At home, the boy got into trouble for being hyper. This explains how he broke his tooth on the bathtub and how the car antenna popped him in the eye.
Matthew, stop it.
Matthew, settle down.
Matthew, how many times do I have to tell you ...
Then one day 6-year-old Matthew Stevey was canoeing with his mom and dad and his little brother Zachary.
In warm weather they float down the Potomac River every chance they get, whenever his dad gets a day off from his job at the cheese factory.
Usually, theirs is a smooth, uneventful ride.
Matthew, stop dragging your hands in the water.
But on this particular day two summers ago, they were three miles downstream from Bond's Landing when the oar struck something hard.
Matthew looked into the glassy water to see what it was, and looking back was a skinny boy with cautious eyes and a few freckles beginning to darken his nose. It was a face that didn't smile often, but when it did it was like a jack-o-lantern: lit up and missing a tooth.
The canoe had come to rest in shallow water at the edge of an island. It was his dad's favorite place to stop and eat the peanut butter-and-jelly sandwiches and Little Debbie Snack Cakes they packed for lunch.
The river bank was smooth, and the trees overhead had grown together, so sitting there was sort of like sitting on a porch.
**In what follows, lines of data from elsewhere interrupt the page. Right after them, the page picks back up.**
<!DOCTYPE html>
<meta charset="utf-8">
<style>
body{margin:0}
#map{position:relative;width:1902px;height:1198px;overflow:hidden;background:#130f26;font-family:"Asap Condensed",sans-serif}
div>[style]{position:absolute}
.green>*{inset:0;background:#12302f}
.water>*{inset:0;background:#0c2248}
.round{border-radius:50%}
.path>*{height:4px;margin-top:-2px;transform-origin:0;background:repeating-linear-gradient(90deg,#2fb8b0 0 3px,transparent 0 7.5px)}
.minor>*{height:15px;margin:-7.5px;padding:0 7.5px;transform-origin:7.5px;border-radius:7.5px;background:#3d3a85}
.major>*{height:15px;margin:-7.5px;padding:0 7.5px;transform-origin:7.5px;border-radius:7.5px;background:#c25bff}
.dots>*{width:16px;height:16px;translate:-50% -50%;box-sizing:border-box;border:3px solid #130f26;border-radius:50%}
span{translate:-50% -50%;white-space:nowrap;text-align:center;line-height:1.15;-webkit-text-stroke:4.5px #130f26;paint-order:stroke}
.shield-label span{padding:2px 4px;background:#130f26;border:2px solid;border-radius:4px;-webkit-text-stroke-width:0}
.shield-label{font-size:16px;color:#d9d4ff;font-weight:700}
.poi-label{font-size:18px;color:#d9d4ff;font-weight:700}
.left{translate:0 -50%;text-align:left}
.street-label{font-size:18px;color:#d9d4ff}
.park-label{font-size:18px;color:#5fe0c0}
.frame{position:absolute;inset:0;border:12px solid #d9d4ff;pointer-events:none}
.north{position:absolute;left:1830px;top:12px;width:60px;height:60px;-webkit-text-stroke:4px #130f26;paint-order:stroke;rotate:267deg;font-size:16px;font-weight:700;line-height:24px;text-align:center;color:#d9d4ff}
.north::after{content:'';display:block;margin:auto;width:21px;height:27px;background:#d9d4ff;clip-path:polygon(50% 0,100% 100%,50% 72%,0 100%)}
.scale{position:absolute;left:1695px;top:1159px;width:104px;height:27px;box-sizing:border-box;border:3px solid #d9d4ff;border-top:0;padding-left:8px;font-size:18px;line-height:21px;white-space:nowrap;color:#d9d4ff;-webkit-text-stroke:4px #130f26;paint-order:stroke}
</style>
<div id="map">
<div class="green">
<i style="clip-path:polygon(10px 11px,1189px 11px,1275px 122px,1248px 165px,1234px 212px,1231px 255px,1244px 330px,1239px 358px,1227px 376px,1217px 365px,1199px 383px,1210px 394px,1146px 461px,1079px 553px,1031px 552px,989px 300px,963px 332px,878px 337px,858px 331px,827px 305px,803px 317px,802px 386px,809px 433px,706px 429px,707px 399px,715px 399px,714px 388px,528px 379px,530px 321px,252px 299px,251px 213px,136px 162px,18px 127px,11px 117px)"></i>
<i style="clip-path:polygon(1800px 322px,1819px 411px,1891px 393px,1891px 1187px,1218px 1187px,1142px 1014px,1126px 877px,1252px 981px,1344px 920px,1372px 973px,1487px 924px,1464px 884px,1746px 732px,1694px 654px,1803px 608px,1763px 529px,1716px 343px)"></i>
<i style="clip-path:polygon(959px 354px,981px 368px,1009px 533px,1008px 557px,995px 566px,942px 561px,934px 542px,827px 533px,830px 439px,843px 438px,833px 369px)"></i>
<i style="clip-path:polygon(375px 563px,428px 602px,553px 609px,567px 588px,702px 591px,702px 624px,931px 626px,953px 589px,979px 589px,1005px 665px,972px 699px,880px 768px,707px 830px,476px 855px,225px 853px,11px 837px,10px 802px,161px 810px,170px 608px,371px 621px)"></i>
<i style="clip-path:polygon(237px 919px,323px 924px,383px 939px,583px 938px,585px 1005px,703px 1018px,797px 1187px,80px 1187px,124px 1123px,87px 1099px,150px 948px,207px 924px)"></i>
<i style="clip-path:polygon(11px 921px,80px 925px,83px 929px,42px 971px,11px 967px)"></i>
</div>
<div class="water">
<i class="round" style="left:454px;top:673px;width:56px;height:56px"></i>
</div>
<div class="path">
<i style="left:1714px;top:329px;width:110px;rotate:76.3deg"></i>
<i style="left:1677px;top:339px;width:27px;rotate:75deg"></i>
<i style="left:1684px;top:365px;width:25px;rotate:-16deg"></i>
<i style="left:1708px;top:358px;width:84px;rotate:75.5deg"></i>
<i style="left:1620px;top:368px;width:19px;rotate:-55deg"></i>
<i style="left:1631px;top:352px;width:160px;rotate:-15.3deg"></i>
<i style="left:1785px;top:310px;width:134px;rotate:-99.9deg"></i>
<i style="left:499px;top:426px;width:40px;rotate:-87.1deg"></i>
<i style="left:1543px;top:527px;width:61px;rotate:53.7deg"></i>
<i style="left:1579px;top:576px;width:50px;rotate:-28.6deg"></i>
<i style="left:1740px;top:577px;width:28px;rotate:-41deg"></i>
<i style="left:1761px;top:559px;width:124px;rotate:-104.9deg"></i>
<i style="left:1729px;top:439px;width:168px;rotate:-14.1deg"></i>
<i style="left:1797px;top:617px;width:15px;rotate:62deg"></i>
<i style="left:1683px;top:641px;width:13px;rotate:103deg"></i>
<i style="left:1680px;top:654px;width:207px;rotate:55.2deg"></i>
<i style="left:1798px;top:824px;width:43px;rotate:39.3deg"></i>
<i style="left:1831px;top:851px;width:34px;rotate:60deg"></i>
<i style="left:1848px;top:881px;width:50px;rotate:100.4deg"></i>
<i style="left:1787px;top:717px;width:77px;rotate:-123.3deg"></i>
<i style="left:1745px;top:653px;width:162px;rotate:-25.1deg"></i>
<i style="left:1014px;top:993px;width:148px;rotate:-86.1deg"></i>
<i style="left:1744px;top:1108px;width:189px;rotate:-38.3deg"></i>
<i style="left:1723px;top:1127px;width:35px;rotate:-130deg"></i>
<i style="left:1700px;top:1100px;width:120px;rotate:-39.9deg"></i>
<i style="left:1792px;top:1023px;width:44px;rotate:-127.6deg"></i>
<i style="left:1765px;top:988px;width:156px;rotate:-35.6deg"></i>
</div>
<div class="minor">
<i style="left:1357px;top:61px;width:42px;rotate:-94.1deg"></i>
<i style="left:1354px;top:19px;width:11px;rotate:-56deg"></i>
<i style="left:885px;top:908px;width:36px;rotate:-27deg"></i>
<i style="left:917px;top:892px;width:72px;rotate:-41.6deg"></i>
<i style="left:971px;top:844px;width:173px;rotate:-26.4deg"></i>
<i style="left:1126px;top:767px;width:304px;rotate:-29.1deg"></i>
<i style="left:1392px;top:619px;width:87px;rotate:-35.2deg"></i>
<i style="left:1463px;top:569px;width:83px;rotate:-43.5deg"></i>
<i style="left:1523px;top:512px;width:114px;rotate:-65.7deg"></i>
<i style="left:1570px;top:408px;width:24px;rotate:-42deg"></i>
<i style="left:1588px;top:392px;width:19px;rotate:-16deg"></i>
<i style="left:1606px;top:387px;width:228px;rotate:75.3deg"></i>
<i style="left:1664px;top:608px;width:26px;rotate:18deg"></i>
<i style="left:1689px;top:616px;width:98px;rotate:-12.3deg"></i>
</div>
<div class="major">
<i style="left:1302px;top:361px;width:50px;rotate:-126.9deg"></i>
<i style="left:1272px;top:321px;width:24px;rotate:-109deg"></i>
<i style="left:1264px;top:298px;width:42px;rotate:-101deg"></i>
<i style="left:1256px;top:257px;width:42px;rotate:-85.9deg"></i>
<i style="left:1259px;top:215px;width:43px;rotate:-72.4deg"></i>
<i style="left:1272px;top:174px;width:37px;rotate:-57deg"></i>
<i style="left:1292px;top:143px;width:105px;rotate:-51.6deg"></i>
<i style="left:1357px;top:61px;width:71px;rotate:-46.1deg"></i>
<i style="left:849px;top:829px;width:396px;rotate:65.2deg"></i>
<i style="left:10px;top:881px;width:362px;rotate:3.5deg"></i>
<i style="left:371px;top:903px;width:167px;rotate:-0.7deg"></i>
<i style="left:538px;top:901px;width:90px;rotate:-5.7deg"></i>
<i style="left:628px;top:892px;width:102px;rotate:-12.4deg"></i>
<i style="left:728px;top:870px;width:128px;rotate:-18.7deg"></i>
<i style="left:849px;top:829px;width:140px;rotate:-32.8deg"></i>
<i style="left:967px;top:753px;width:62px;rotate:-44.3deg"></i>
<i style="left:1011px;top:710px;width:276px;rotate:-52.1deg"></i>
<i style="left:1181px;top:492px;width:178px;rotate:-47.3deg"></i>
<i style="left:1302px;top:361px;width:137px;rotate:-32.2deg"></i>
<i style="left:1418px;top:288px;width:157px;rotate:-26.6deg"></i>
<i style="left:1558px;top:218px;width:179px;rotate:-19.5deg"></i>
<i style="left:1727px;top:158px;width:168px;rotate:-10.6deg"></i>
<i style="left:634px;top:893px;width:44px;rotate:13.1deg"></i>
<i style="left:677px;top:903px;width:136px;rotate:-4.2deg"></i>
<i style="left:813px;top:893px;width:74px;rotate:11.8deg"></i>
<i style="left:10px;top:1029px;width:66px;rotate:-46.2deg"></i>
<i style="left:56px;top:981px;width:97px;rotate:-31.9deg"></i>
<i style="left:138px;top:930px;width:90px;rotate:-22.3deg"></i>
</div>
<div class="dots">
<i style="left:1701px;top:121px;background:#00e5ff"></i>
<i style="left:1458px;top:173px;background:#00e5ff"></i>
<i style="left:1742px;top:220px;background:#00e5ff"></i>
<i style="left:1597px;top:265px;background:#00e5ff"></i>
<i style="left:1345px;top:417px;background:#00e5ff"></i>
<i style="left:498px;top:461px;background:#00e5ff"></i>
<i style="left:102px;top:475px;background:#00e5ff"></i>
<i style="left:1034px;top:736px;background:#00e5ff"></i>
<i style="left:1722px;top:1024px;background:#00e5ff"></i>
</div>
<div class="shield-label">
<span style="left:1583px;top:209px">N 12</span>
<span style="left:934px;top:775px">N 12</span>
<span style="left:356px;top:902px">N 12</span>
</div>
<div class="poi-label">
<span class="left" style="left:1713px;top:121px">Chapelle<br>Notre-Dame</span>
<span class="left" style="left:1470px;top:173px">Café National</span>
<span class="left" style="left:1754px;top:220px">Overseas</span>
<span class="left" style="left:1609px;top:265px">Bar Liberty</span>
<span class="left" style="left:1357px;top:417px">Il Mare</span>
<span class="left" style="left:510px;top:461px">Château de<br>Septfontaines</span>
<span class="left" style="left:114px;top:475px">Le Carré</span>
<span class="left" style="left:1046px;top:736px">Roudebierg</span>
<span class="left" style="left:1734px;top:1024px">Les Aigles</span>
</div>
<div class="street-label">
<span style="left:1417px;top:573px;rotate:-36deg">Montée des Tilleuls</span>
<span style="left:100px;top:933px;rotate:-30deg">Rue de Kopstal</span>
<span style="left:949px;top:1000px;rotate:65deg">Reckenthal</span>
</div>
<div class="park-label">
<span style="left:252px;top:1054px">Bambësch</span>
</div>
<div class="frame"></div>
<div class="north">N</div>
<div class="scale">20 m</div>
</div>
The ground felt cool and dark, and because the island was surrounded by the rugged mountains of Western Maryland, his dad said the place looked "prehistoric."
The water there was clear, and when Matthew looked in, he could see the oar had struck a rock that was partially buried in mud.
He pulled, Zack tugged, and what they hoisted from the water was almost as long as Matthew's forearm, about the same width, as smooth as bed sheets, the color of wet leaves, and not so heavy that Zack couldn't hold it by himself.
They showed their dad.
Richard Stevey hunted and fished and spent considerable time in the woods, but he had never seen anything like this.